TAKEAWAY: Remember an employer’s obligation to accommodate sincerely held religious beliefs? The EEOC does, and it will investigate allegations of a failure to do so.
The post on Friday 3/12/21 showed us that an employee filed suit alleging a mandatory COVID vaccine violates the Emergency Use Authorization (EUA) Law. This could have far-reaching ramifications. So, what happened? The suit filed in federal court in New Mexico on 2/28/2021 by an employee of a county detention facility seeks an injunction preventing the employer from being fired for refusing to get a vaccine. The basis of the suit is that the vaccine has only been approved under an EUA and therefore cannot be mandated by employers. Claims surprisingly NOT included in the suit are noted in the post. The employee’s argument is that the employer’s vaccine mandate is preempted by the EUA law (how it is preempted is in the post). The EEOC’s FAQ issued 12/16/2020 seem to endorse employer-mandated vaccines approved by the FDA under an EUA under the conditions noted in the post.
TAKEAWAY: This situation (vaccines being given, and possibly mandated by employers, under an EUA) applies nationwide, so stay tuned. In the meantime, make sure to follow the accommodation process under the ADA and Title VII when vaccines are mandatory – and get advice from an employment lawyer.
Finally, in the post yesterday 3/13/21, we talked about compliance with ADA and FMLA when worker is a COVID long hauler. What does that mean? Symptoms that last for months.
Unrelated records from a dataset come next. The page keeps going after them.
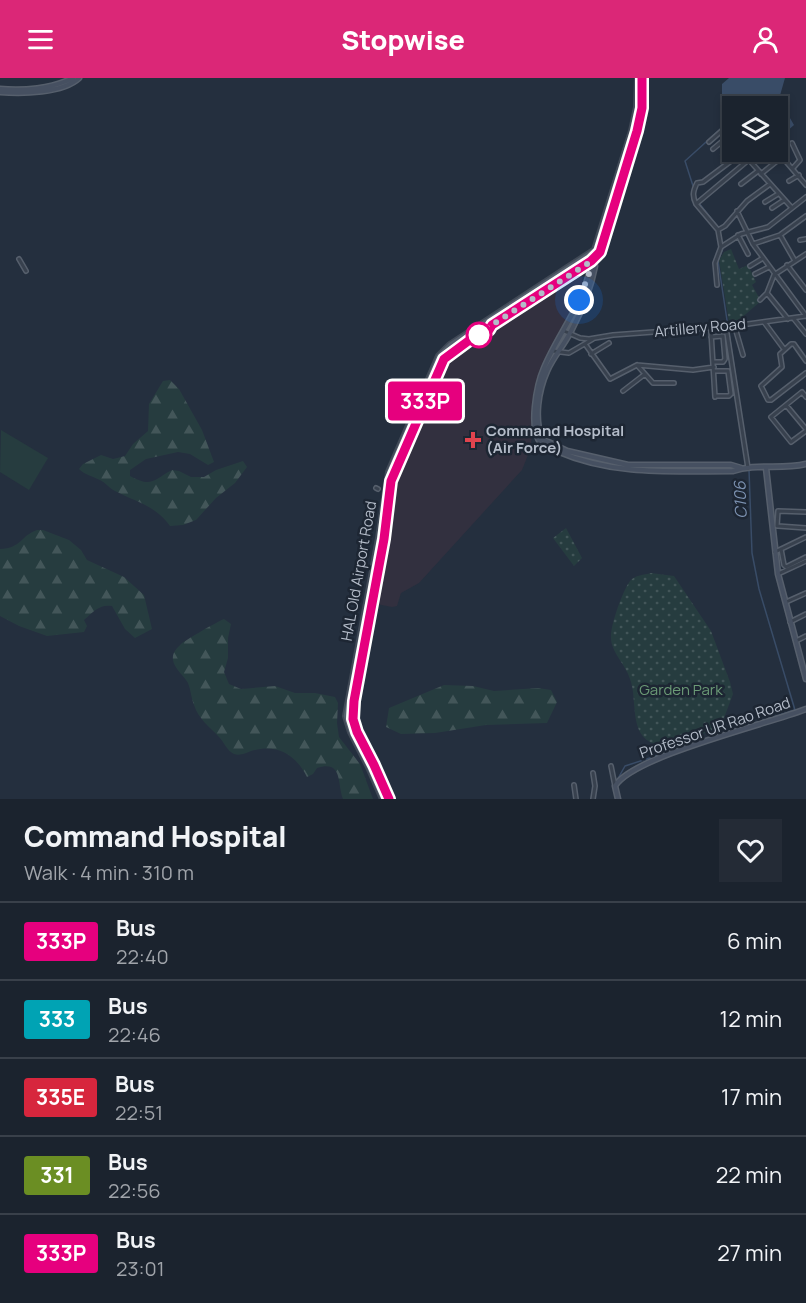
<!DOCTYPE html>
<html lang="en">
<head>
<meta charset="utf-8">
<style>
  :root { --surface:#1b232e; --page:#242b36; --text:#f1f3f6; --muted:#a0a4aa; --line:#39404a; --accent:#db2777 }
  body { margin:0; font-family:Manrope,sans-serif; background:var(--page); color:var(--text); height:100vh; display:flex; flex-direction:column; font-size:22px; white-space:nowrap }
  * { box-sizing:border-box; margin:0 }
  p { font-size:20px; color:var(--muted) }
  .icon { flex:none; width:33px; height:33px; fill:none; stroke:currentColor; stroke-width:2; stroke-linecap:round; stroke-linejoin:round }
  .map { position:relative; height:721px; overflow:hidden }
  .sheet { display:flex; flex-direction:column; background:var(--surface); flex:1 }
  .sheet>* { flex:none }
  .badge { padding:0 12px; border-radius:4px; font-size:21px; line-height:39px }
  .controls { position:absolute; left:722px; top:18px; display:grid; gap:12px }
  .controls a { display:grid; place-items:center; width:66px; height:66px; border-radius:0px; background:var(--surface); box-shadow:0 3px 9px #0003,0 0 0 2px var(--line); font-size:30px }
  .you { position:absolute; width:30px; height:30px; margin:-15px; border:4px solid #fff; border-radius:50%; background:#1a73e8; box-shadow:0 0 0 9px #1a73e833 }
  .map>.badge { position:absolute; translate:-50% -50%; box-shadow:0 0 0 3px #fff }
  .round { display:grid; place-items:center; flex:none; width:63px; height:63px; border-radius:0px; background:var(--page) }
  .summary { display:flex; align-items:center; justify-content:space-between; height:102px; padding:0 24px }
  h1 { font-size:28px; font-weight:800; line-height:45px }
  ul { padding:0; list-style:none }
  li { display:flex; align-items:center; gap:18px; height:78px; padding:0 24px; border-top:2px solid var(--line) }
  li div { flex:1 }
  li b { display:block; font-size:22px }
  li em { font-style:normal }
  li .badge { min-width:66px; font-weight:700; text-align:center }
  header { display:flex; justify-content:space-between; align-items:center; height:78px; padding:0 24px; background:var(--accent); color:#fff; font-size:27px; font-weight:800 }
  .map>svg:first-child { display:block }
  .medical { fill:#32303f }
  .forest { fill:url(#forest-firs) }
  .park { fill:url(#park-dots) }
  .garden { fill:#263c3f }
  .water { fill:#394c67 }
  .lines { fill:none; stroke-linecap:round; stroke-linejoin:round }
  .stream { stroke:#394c67; stroke-width:1.5 }
  .street-casing { stroke:#565f6c; stroke-width:6 }
  .secondary-casing { stroke:#565f6c; stroke-width:7 }
  .primary-casing { stroke:#414a57; stroke-width:8 }
  .street { stroke:#38414e; stroke-width:3 }
  .secondary { stroke:#465061; stroke-width:4 }
  .primary { stroke:#56606e; stroke-width:4.5 }
  .line-casing { stroke:#fff; stroke-width:14 }
  .line { stroke:#e6007e; stroke-width:9 }
  .walk { stroke:#b4bcc9; stroke-width:6; stroke-dasharray:0 10.8 }
  .stop-dot { fill:#fff; stroke:#e6007e; stroke-width:3 }
  .health-dot { fill:#e0444e; stroke:#1d2633; stroke-width:2 }
  .labels { text-anchor:middle; stroke-width:5; stroke-linejoin:round; paint-order:stroke }
  .street-label { font-size:15px; fill:#b4bcc9; stroke:#1d2633 }
  .poi-label { font-size:15px; font-weight:bold; fill:#b4bcc9; stroke:#1d2633; text-anchor:start }
  .park-label { font-size:15px; fill:#6b9a76; stroke:#1d2633 }
  .water-label { font-size:16px; font-style:italic; fill:#7c92b1; stroke:#1d2633 }
</style>
</head>
<body>
<header><svg class="icon" aria-label="menu" viewBox="0 0 24 24"><path d="M4 6h16M4 12h16M4 18h16"/></svg>Stopwise<svg class="icon" aria-label="person" viewBox="0 0 24 24"><circle cx="12" cy="8" r="4"/><path d="M4 21q1-7 8-7t8 7"/></svg></header>
<div class="map">
<svg width="806" height="721" viewBox="0 0 806 721">
  <defs>
    <pattern id="forest-firs" width="22" height="20" patternUnits="userSpaceOnUse" patternTransform="scale(1.5)"><rect width="22" height="20" fill="#263c3f"/><path d="M5 1l3.5 6h-7zM16 11l3.5 6h-7z" fill="#435659"/></pattern>
    <pattern id="park-dots" width="8" height="8" patternUnits="userSpaceOnUse" patternTransform="scale(1.5)"><rect width="8" height="8" fill="#263c3f"/><path d="M2 2h.1M6 6h.1" fill="none" stroke="#435659" stroke-width="1.8" stroke-linecap="round"/></pattern>
  </defs>
  <rect width="100%" height="100%" fill="#242f3e"/>
  <path class="medical" d="M 578,196 L 582,198 L 583,207 L 538,300 L 534,320 L 533,351 L 530,372 L 522,392 L 419,505 L 401,515 L 397,528 L 392,529 L 377,526 L 390,461 L 393,419 L 398,398 L 448,285 L 458,275 Z"/>
  <path class="forest" d="M 170,302 L 179,311 L 202,352 L 214,384 L 208,387 L 190,376 L 178,374 L 146,381 L 130,392 L 130,398 C 152,410 153,402 172,392 L 179,393 L 191,399 L 204,399 L 216,392 L 243,383 L 247,389 L 235,405 L 216,420 L 196,442 L 183,447 L 170,448 C 155,427 136,424 115,413 C 109,410 106,405 100,402 C 92,398 85,397 79,391 L 83,386 L 101,377 L 113,381 L 125,378 L 133,366 L 148,353 L 149,326 L 163,303 Z
    M 37,452 L 43,452 L 69,462 L 81,472 L 87,482 L 124,499 L 144,517 L 152,551 L 135,560 L 125,551 L 112,528 C 99,526 93,534 84,542 L 87,548 L 84,554 L 47,558 L 19,548 L 0,538 L 0,471 C 22,470 20,458 37,452 Z
    M 224,541 L 231,546 L 228,560 L 228,580 L 224,594 L 229,606 L 241,611 L 275,608 L 295,615 L 315,615 L 335,619 L 338,625 L 337,645 L 339,659 L 360,686 L 373,721 L 343,721 C 337,705 343,682 317,690 L 313,696 L 307,699 C 296,677 277,665 251,673 C 246,675 240,678 234,676 C 227,673 224,664 219,659 C 209,648 199,642 194,627 C 191,620 191,612 188,605 C 184,598 174,590 173,582 C 172,575 176,571 181,566 C 184,563 220,542 224,541 Z
    M 444,607 L 473,608 L 494,613 L 538,610 L 551,612 L 557,624 L 547,645 L 486,647 L 435,655 L 401,656 L 386,649 L 389,630 Z"/>
  <path class="park" d="M 731,171 L 739,191 L 748,187 L 756,204 L 752,207 L 761,223 L 739,242 L 729,244 L 719,182 L 724,174 Z
    M 566,450 L 582,480 L 574,488 L 553,460 Z
    M 651,495 L 674,498 L 711,553 L 730,604 L 733,616 L 721,648 C 705,655 672,671 655,666 C 628,658 638,621 630,601 C 626,587 611,574 611,560 C 610,548 623,512 630,503 C 635,497 644,497 651,495 Z"/>
  <path class="garden" d="M 1,352 L 48,380 L 29,412 L 0,394 Z"/>
  <path class="water" d="M 729,0 L 785,0 L 779,21 L 794,47 L 777,62 L 777,28 L 732,28 L 732,55 L 722,42 L 722,6 Z"/>
  <g class="lines">
    <path class="stream" d="M 694,111 L 685,83 L 726,46
      M 698,124 L 718,149 L 722,166
      M 723,170 L 718,183 L 749,387
      M 734,652 L 795,632 L 759,511 L 752,475 L 749,392
      M 616,704 L 625,688 L 690,667"/>
    <g class="street-casing">
      <path id="street" d="M 709,64 L 726,49 L 732,58
        M 792,65 L 800,82 L 793,90
        M 713,71 L 731,56
        M 777,73 L 806,107
        M 742,74 L 792,130
        M 723,77 L 732,70
        M 761,96 L 782,79
        M 789,103 L 799,97
        M 741,106 L 758,93
        M 765,124 L 778,116
        M 696,126 C 692,118 693,113 697,105 L 703,104 L 743,74
        M 772,130 L 784,122
        M 737,133 L 753,166 L 806,238
        M 718,152 L 725,148 L 747,123 L 770,106
        M 738,157 L 748,176
        M 780,157 L 795,183
        M 800,162 L 806,161
        M 753,166 L 780,157 L 806,138
        M 721,169 L 718,152 L 696,126 L 758,74
        M 19,181 L 26,193
        M 787,187 L 806,212
        M 750,188 L 763,180
        M 755,196 L 769,189
        M 717,207 L 715,185 L 721,169 L 741,156 L 768,149 L 806,119
        M 760,222 L 767,215
        M 788,241 L 767,215 L 774,197 L 806,176
        M 794,241 L 806,256
        M 764,244 L 784,271
        M 726,249 L 748,390
        M 564,253 L 580,260 L 589,261 L 613,257 L 734,248 L 806,238
        M 736,253 L 743,277
        M 711,254 L 715,319
        M 711,259 L 723,258 L 725,281 L 723,284 L 713,284
        M 585,266 L 610,301 L 637,287 L 693,292 L 714,289
        M 553,273 L 569,275 L 593,261
        M 591,276 L 609,265
        M 806,283 L 794,266 L 791,266 L 780,276 L 782,289 L 761,308 L 768,322 L 771,322 L 806,295
        M 637,287 L 653,305 L 674,305
        M 714,293 L 728,293 L 731,316 L 729,318 L 715,318
        M 623,313 L 645,296
        M 806,319 L 802,314 L 771,339 L 791,364 L 806,353
        M 786,327 L 806,351
        M 376,410 L 378,411
        M 777,448 L 778,433 L 806,434
        M 778,448 L 806,450
        M 781,471 L 784,487 L 786,489 L 806,479
        M 775,474 L 806,459
        M 778,496 L 806,483
        M 786,524 L 806,515
        M 790,544 L 806,536
        M 796,563 L 806,558
        M 611,688 L 615,708
        M 593,695 L 595,708 L 593,721
        M 574,707 L 576,721"/>
    </g>
    <g class="secondary-casing">
      <path id="secondary" d="M 0,11 C 23,13 52,11 73,0
        M 0,14 C 22,16 63,15 79,0
        M 587,178 L 595,188 C 591,209 581,234 571,253 C 564,267 553,279 547,293 C 538,313 534,341 542,361 L 567,373 L 628,387 L 731,387 L 741,390
        M 582,181 L 590,191 C 583,227 558,256 544,290 C 537,306 528,351 541,365 C 544,369 552,371 557,373 C 614,398 673,393 733,393 C 756,385 782,392 806,386
        M 766,390 L 778,496 L 806,601
        M 618,721 L 615,708 C 633,678 767,646 806,631"/>
    </g>
    <g class="primary-casing">
      <path id="primary" d="M 383,721 L 369,689 L 351,654 L 346,638 L 379,460 L 389,394 L 439,278 L 450,267 L 595,172 L 632,53 L 637,29 L 638,0
        M 389,721 L 374,687 L 357,654 L 353,641 L 354,623 L 384,461 L 391,403 L 444,281 L 454,271 L 591,183 L 600,174 L 637,53 L 642,30 L 642,0"/>
    </g>
    <use href="#street" class="street"/>
    <use href="#secondary" class="secondary"/>
    <use href="#primary" class="primary"/>
  </g>
  <g class="lines">
    <g class="line-casing">
      <path id="line" d="M 389,721 L 374,687 L 357,654 L 353,641 L 354,623 L 384,461 L 391,403 L 444,281 L 471,261 L 489,252 L 492,247 L 591,183 L 600,174 L 637,53 L 642,30 L 642,0"/>
    </g>
    <use href="#line" class="line"/>
    <path class="walk" d="M 479,257 L 481,254 L 587,186 L 590,193 L 579,222"/>
  </g>
  <circle class="stop-dot" cx="479" cy="257" r="12"/>
  <path class="health-dot" d="M470 353h6v6h6v6h-6v6h-6v-6h-6v-6h6z"/>
  <g class="labels">
    <g class="street-label">
      <text transform="translate(700 250) rotate(-5)" y="5">Artillery Road</text>
      <text transform="translate(359 493) rotate(-80)" y="5">HAL Old Airport Road</text>
      <text transform="translate(715 650) rotate(-19)" y="5">Professor UR Rao Road</text>
    </g>
    <g class="poi-label">
      <text x="486" y="358">Command Hospital<tspan x="486" dy="17">(Air Force)</tspan></text>
    </g>
    <g class="park-label">
      <text x="681" y="617">Garden Park</text>
    </g>
    <g class="water-label">
      <text transform="translate(740 422) rotate(-92)" y="6">C106</text>
    </g>
  </g>
</svg>
<div class="controls">
<a><svg class="icon" aria-label="layers" viewBox="0 0 24 24"><path d="M12 4l9 5-9 5-9-5zM3 14l9 5 9-5"/></svg></a>
</div>
<div class="you" style="left:579px;top:222px"></div>
<b class="badge" style="left:425px;top:323px;background:#e6007e;color:#fff">333P</b>
</div>
<section class="sheet">
<div class="summary"><div><h1>Command Hospital</h1><p>Walk · 4 min · 310 m</p></div><a class="round"><svg class="icon" aria-label="heart" viewBox="0 0 24 24"><path d="M12 20l-8-8c-3-5 5-10 8-4 3-6 11-1 8 4z"/></svg></a></div>
<ul>
<li><span class="badge" style="background:#e6007e;color:#fff">333P</span><div><b>Bus</b><p>22:40</p></div><em>6 min</em></li>
<li><span class="badge" style="background:#00a3b4;color:#fff">333</span><div><b>Bus</b><p>22:46</p></div><em>12 min</em></li>
<li><span class="badge" style="background:#d7263d;color:#fff">335E</span><div><b>Bus</b><p>22:51</p></div><em>17 min</em></li>
<li><span class="badge" style="background:#6b8e23;color:#fff">331</span><div><b>Bus</b><p>22:56</p></div><em>22 min</em></li>
<li><span class="badge" style="background:#e6007e;color:#fff">333P</span><div><b>Bus</b><p>23:01</p></div><em>27 min</em></li>
</ul>
</section>
</body>
</html>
That may be deemed not a transient or temporary condition, such that protections apply under the ADA and FMLA. The ADA defines disability as noted in the post. It normally excludes short-term conditions from which the employee will fully recover. But this is very fact-specific and could spill over into the “regarded-as” category under the ADA. How? See the post. If the ADA applies, then the employer might be asked to make an accommodation. Likewise, a COVID long hauler might have protection under the FMLA. Alternative definitions of a qualifying serious health condition under the FMLA are noted in the post. There are other requirements before FMLA eligibility kicks in (see the post), but employers must work through it. Also to be considered for COVID long haulers: short-term disability.
TAKEAWAY: Employees with long-term COVID effects may make employers walk a tightrope, but they will as it is legally required. Get assistance form your employment lawyer.